車内に馴染むも、確かな存在感を確立
よく見るブリッドシートと比べると、やや印象を異にするかもしれない。2022年夏にモデルチェンジしたばかりのエディルブは、そのスタイルからしてやや異色。その登場時に大きな話題を集めた先代に続く、二代目のモデルとなる。
見た目からしてわかるように、ピュアスポーツの定番ラインアップとはベクトルを異にしており、こちらはプレミアムモデルとなる。ガイアスやストラディアといったリクライニング機構付きのセミバケット型シートや、ジータやジークといったフルバケット型にそれぞれ使われるベース刷新に合わせ、プレミアム路線でも待望のアップデートが施されたというわけだ。
もちろん、骨格だけを最新基準に沿わせただけでなく、それ以外の部分も着実にアップデートされている。シート単体で目立たせるではなく、エディルブで目指されたのは車内との融和性。あえて派手さを押さえられたシックな装いは、確かな意図に基づく機能性の表れでもある。
表皮ひとつとっても、都合3つの素材を用途別に使い分けられている。光沢あるメイン素材はプロテインレザー。手触りは柔らかく、耐水性にも優れる天然有機物の人工皮革だ。 背面そして座面に使われるのはウルトラスエード。滑りがいいために乗降性がよく、それでいて着座後は確かなホールド力を期待できるほか、通気性にも優れる。

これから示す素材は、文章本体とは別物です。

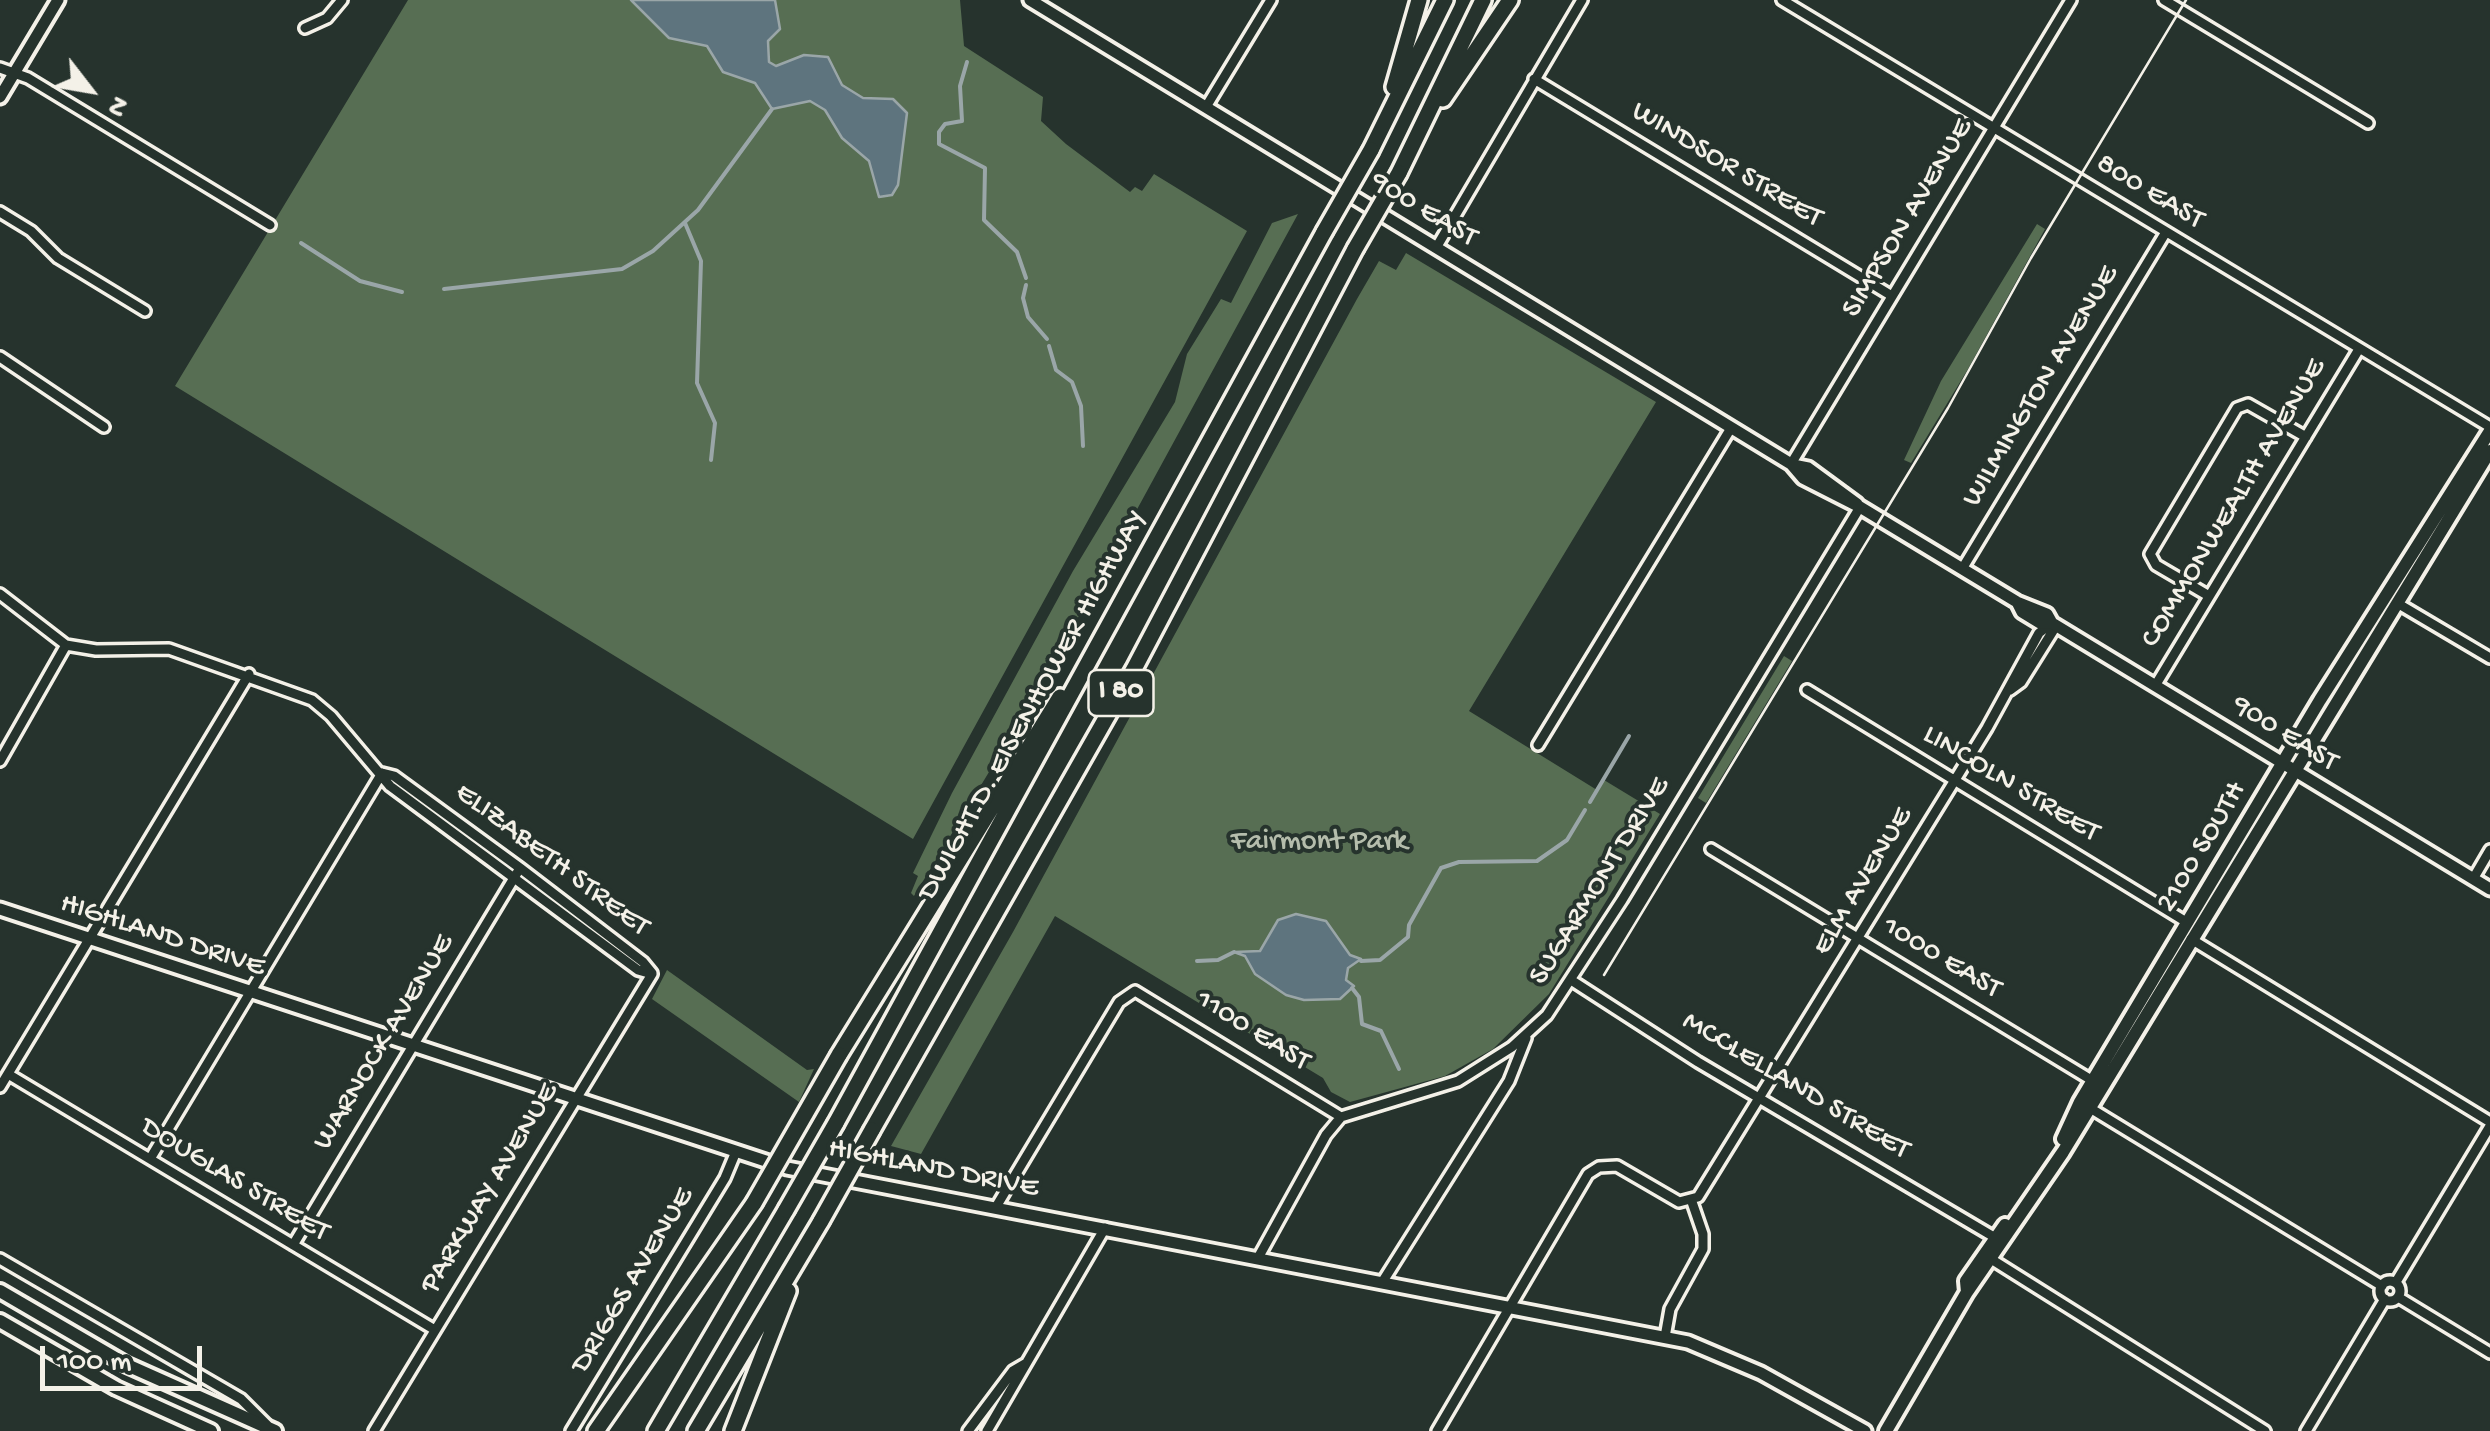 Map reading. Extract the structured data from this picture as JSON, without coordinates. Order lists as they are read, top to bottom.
{
  "streets": {
    "highway": ["I 80", "DWIGHT D. EISENHOWER HIGHWAY"],
    "main road": ["2100 SOUTH"],
    "street": [
      "WINDSOR STREET",
      "800 EAST",
      "900 EAST",
      "SIMPSON AVENUE",
      "WILMINGTON AVENUE",
      "COMMONWEALTH AVENUE",
      "LINCOLN STREET",
      "ELIZABETH STREET",
      "SUGARMONT DRIVE",
      "ELM AVENUE",
      "HIGHLAND DRIVE",
      "1000 EAST",
      "1100 EAST",
      "WARNOCK AVENUE",
      "MCCLELLAND STREET",
      "DOUGLAS STREET",
      "PARKWAY AVENUE",
      "DRIGGS AVENUE"
    ]
  },
  "crossings": [
    ["WINDSOR STREET", "SIMPSON AVENUE"],
    ["800 EAST", "SIMPSON AVENUE"],
    ["800 EAST", "WILMINGTON AVENUE"],
    ["800 EAST", "COMMONWEALTH AVENUE"],
    ["800 EAST", "2100 SOUTH"],
    ["900 EAST", "SIMPSON AVENUE"],
    ["900 EAST", "WILMINGTON AVENUE"],
    ["900 EAST", "COMMONWEALTH AVENUE"],
    ["900 EAST", "2100 SOUTH"],
    ["900 EAST", "SUGARMONT DRIVE"],
    ["900 EAST", "ELM AVENUE"],
    ["LINCOLN STREET", "2100 SOUTH"],
    ["LINCOLN STREET", "ELM AVENUE"],
    ["2100 SOUTH", "1000 EAST"],
    ["2100 SOUTH", "MCCLELLAND STREET"],
    ["ELIZABETH STREET", "WARNOCK AVENUE"],
    ["ELIZABETH STREET", "PARKWAY AVENUE"],
    ["SUGARMONT DRIVE", "HIGHLAND DRIVE"],
    ["SUGARMONT DRIVE", "MCCLELLAND STREET"],
    ["ELM AVENUE", "1000 EAST"],
    ["ELM AVENUE", "MCCLELLAND STREET"],
    ["HIGHLAND DRIVE", "1100 EAST"],
    ["HIGHLAND DRIVE", "WARNOCK AVENUE"],
    ["HIGHLAND DRIVE", "PARKWAY AVENUE"],
    ["HIGHLAND DRIVE", "DRIGGS AVENUE"],
    ["WARNOCK AVENUE", "DOUGLAS STREET"],
    ["DOUGLAS STREET", "PARKWAY AVENUE"]
  ],
  "parks": ["Fairmont Park"],
  "scale_bar": "100 m",
  "north": "bottom right"
}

最大のハイライトは、シート両端のサポート部にあしらわれるピガプリモという素材。圧倒的に擦れに強い反面、触感は柔らかな人工皮革だ。純正シートを含め、シート表皮としては採用実績が乏しいなか、良素材として見越していち早く導入し、イメージリーダーとして独自路線を歩むエディルブの特別さを表現する。
素材のみならず、部分的にキルティング加工を施すなど、細かな造作にも手抜かりのないワザが光る。同様の処理が施される輸入車に特に人気というものの、国産車だって同様の傾向を辿りつつある。オーナーこそ、ほおってはおけない存在になることは間違いない。